ASSIGNMENT: One exact copy of the listing, minus the images, is the required answer.

DATA SECTION:
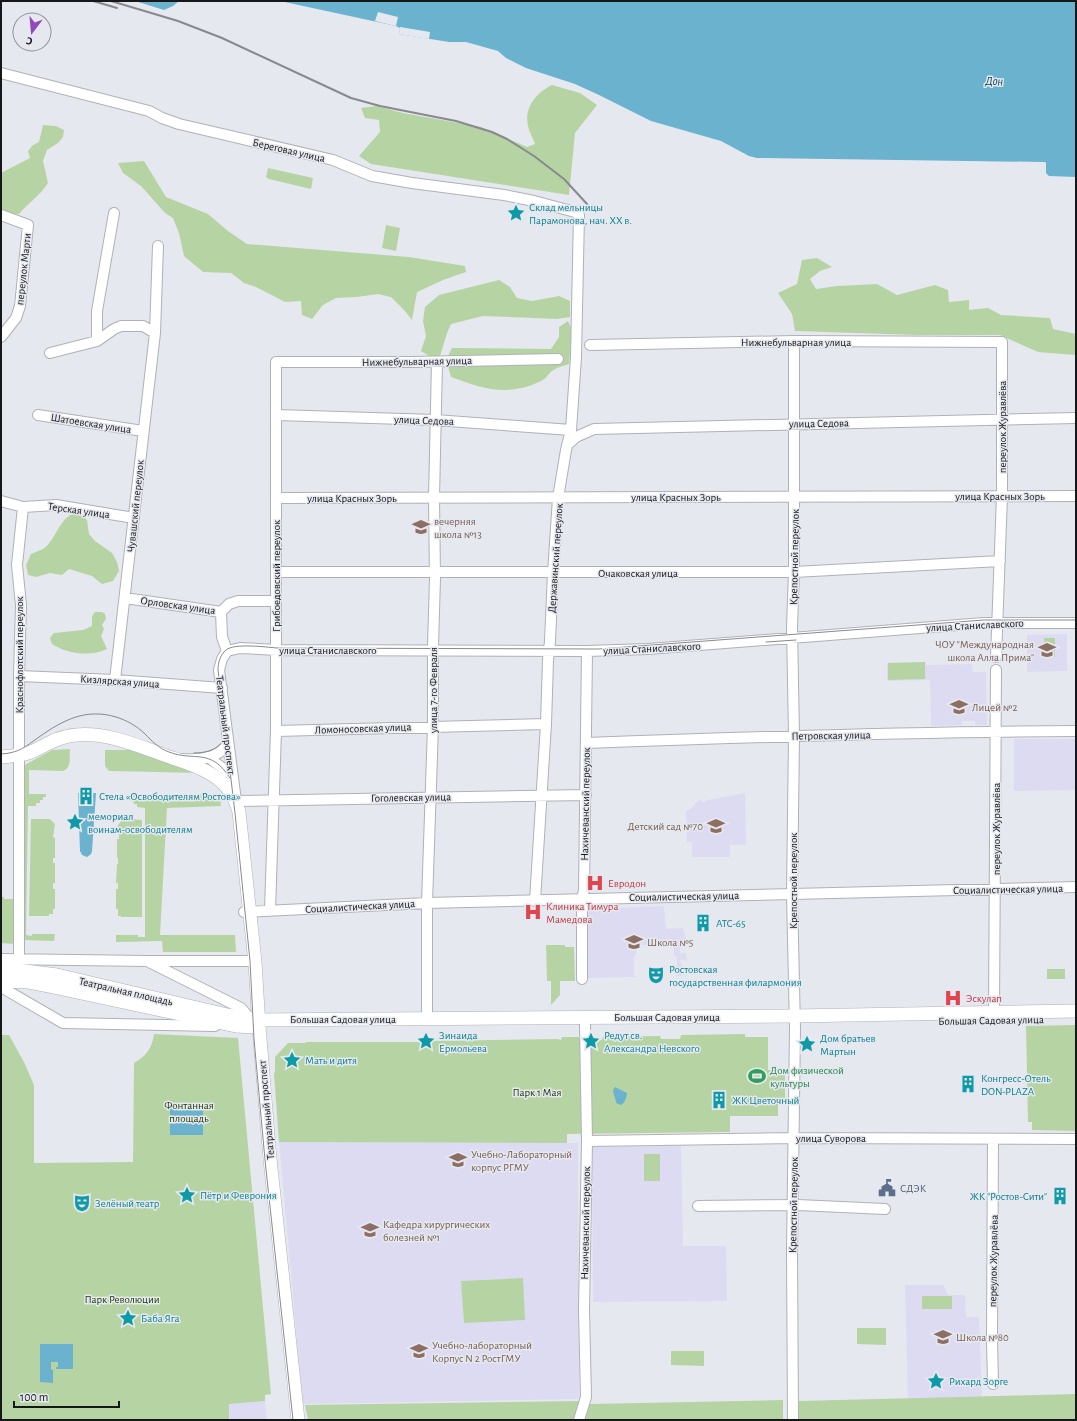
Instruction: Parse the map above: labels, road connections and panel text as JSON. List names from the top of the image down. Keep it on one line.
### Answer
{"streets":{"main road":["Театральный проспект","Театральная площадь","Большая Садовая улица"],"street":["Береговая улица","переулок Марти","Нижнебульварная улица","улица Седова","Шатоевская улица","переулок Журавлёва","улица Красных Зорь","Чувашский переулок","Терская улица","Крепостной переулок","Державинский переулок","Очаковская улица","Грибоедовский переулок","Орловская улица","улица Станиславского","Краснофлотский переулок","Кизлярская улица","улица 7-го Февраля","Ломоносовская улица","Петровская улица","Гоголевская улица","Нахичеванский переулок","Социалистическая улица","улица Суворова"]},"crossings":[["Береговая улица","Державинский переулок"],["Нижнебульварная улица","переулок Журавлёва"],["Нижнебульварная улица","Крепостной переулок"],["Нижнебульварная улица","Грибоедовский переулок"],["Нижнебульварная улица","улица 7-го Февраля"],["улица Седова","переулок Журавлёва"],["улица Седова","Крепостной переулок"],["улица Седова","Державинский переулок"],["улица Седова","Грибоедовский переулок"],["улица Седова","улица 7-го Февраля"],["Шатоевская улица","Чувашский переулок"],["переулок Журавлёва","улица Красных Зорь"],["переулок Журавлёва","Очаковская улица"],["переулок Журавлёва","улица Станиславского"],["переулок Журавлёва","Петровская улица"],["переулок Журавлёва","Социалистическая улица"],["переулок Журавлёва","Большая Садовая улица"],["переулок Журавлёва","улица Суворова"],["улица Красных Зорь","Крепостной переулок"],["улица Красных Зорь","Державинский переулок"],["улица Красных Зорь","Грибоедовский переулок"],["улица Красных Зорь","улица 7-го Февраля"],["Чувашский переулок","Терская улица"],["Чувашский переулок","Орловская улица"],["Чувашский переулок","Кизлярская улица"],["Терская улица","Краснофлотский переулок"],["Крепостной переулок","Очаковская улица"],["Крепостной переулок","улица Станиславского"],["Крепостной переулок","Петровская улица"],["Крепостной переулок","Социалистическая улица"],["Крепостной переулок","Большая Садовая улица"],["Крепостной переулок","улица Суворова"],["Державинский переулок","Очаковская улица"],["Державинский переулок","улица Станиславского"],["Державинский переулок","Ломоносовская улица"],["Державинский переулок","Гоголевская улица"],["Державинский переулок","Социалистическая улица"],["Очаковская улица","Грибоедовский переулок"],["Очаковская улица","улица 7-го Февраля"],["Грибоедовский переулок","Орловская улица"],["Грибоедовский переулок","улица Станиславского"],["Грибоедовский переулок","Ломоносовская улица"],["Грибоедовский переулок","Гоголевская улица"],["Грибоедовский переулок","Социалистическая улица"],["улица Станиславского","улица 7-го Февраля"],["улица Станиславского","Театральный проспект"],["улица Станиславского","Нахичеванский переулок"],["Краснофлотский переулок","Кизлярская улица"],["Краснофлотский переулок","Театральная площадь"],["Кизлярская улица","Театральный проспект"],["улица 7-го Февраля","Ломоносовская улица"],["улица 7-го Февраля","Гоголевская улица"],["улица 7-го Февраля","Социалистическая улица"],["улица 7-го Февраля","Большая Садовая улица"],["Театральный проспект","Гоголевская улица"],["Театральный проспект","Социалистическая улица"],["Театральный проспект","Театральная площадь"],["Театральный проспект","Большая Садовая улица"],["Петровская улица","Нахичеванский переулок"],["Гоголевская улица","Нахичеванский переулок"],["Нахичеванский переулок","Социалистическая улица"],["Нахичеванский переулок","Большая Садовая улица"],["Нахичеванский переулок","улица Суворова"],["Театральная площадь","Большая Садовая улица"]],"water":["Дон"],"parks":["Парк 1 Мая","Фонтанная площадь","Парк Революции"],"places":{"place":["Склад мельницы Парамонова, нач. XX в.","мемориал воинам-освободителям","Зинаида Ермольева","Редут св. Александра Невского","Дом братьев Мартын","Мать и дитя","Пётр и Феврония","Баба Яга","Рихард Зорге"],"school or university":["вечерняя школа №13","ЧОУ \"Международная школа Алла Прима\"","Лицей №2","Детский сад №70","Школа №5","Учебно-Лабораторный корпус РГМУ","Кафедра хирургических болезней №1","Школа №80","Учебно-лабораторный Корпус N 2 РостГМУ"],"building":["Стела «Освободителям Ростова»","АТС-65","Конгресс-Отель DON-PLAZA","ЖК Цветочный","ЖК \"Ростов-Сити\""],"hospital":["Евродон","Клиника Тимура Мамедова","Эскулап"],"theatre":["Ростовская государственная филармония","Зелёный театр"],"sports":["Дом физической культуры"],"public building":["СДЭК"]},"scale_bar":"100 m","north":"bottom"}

SOLUTION:
Instruction: Parse the map above: labels, road connections and panel text as JSON. List names from the top of the image down. Keep it on one line.
### Answer
{"streets":{"main road":["Театральный проспект","Театральная площадь","Большая Садовая улица"],"street":["Береговая улица","переулок Марти","Нижнебульварная улица","улица Седова","Шатоевская улица","переулок Журавлёва","улица Красных Зорь","Чувашский переулок","Терская улица","Крепостной переулок","Державинский переулок","Очаковская улица","Грибоедовский переулок","Орловская улица","улица Станиславского","Краснофлотский переулок","Кизлярская улица","улица 7-го Февраля","Ломоносовская улица","Петровская улица","Гоголевская улица","Нахичеванский переулок","Социалистическая улица","улица Суворова"]},"crossings":[["Береговая улица","Державинский переулок"],["Нижнебульварная улица","переулок Журавлёва"],["Нижнебульварная улица","Крепостной переулок"],["Нижнебульварная улица","Грибоедовский переулок"],["Нижнебульварная улица","улица 7-го Февраля"],["улица Седова","переулок Журавлёва"],["улица Седова","Крепостной переулок"],["улица Седова","Державинский переулок"],["улица Седова","Грибоедовский переулок"],["улица Седова","улица 7-го Февраля"],["Шатоевская улица","Чувашский переулок"],["переулок Журавлёва","улица Красных Зорь"],["переулок Журавлёва","Очаковская улица"],["переулок Журавлёва","улица Станиславского"],["переулок Журавлёва","Петровская улица"],["переулок Журавлёва","Социалистическая улица"],["переулок Журавлёва","Большая Садовая улица"],["переулок Журавлёва","улица Суворова"],["улица Красных Зорь","Крепостной переулок"],["улица Красных Зорь","Державинский переулок"],["улица Красных Зорь","Грибоедовский переулок"],["улица Красных Зорь","улица 7-го Февраля"],["Чувашский переулок","Терская улица"],["Чувашский переулок","Орловская улица"],["Чувашский переулок","Кизлярская улица"],["Терская улица","Краснофлотский переулок"],["Крепостной переулок","Очаковская улица"],["Крепостной переулок","улица Станиславского"],["Крепостной переулок","Петровская улица"],["Крепостной переулок","Социалистическая улица"],["Крепостной переулок","Большая Садовая улица"],["Крепостной переулок","улица Суворова"],["Державинский переулок","Очаковская улица"],["Державинский переулок","улица Станиславского"],["Державинский переулок","Ломоносовская улица"],["Державинский переулок","Гоголевская улица"],["Державинский переулок","Социалистическая улица"],["Очаковская улица","Грибоедовский переулок"],["Очаковская улица","улица 7-го Февраля"],["Грибоедовский переулок","Орловская улица"],["Грибоедовский переулок","улица Станиславского"],["Грибоедовский переулок","Ломоносовская улица"],["Грибоедовский переулок","Гоголевская улица"],["Грибоедовский переулок","Социалистическая улица"],["улица Станиславского","улица 7-го Февраля"],["улица Станиславского","Театральный проспект"],["улица Станиславского","Нахичеванский переулок"],["Краснофлотский переулок","Кизлярская улица"],["Краснофлотский переулок","Театральная площадь"],["Кизлярская улица","Театральный проспект"],["улица 7-го Февраля","Ломоносовская улица"],["улица 7-го Февраля","Гоголевская улица"],["улица 7-го Февраля","Социалистическая улица"],["улица 7-го Февраля","Большая Садовая улица"],["Театральный проспект","Гоголевская улица"],["Театральный проспект","Социалистическая улица"],["Театральный проспект","Театральная площадь"],["Театральный проспект","Большая Садовая улица"],["Петровская улица","Нахичеванский переулок"],["Гоголевская улица","Нахичеванский переулок"],["Нахичеванский переулок","Социалистическая улица"],["Нахичеванский переулок","Большая Садовая улица"],["Нахичеванский переулок","улица Суворова"],["Театральная площадь","Большая Садовая улица"]],"water":["Дон"],"parks":["Парк 1 Мая","Фонтанная площадь","Парк Революции"],"places":{"place":["Склад мельницы Парамонова, нач. XX в.","мемориал воинам-освободителям","Зинаида Ермольева","Редут св. Александра Невского","Дом братьев Мартын","Мать и дитя","Пётр и Феврония","Баба Яга","Рихард Зорге"],"school or university":["вечерняя школа №13","ЧОУ \"Международная школа Алла Прима\"","Лицей №2","Детский сад №70","Школа №5","Учебно-Лабораторный корпус РГМУ","Кафедра хирургических болезней №1","Школа №80","Учебно-лабораторный Корпус N 2 РостГМУ"],"building":["Стела «Освободителям Ростова»","АТС-65","Конгресс-Отель DON-PLAZA","ЖК Цветочный","ЖК \"Ростов-Сити\""],"hospital":["Евродон","Клиника Тимура Мамедова","Эскулап"],"theatre":["Ростовская государственная филармония","Зелёный театр"],"sports":["Дом физической культуры"],"public building":["СДЭК"]},"scale_bar":"100 m","north":"bottom"}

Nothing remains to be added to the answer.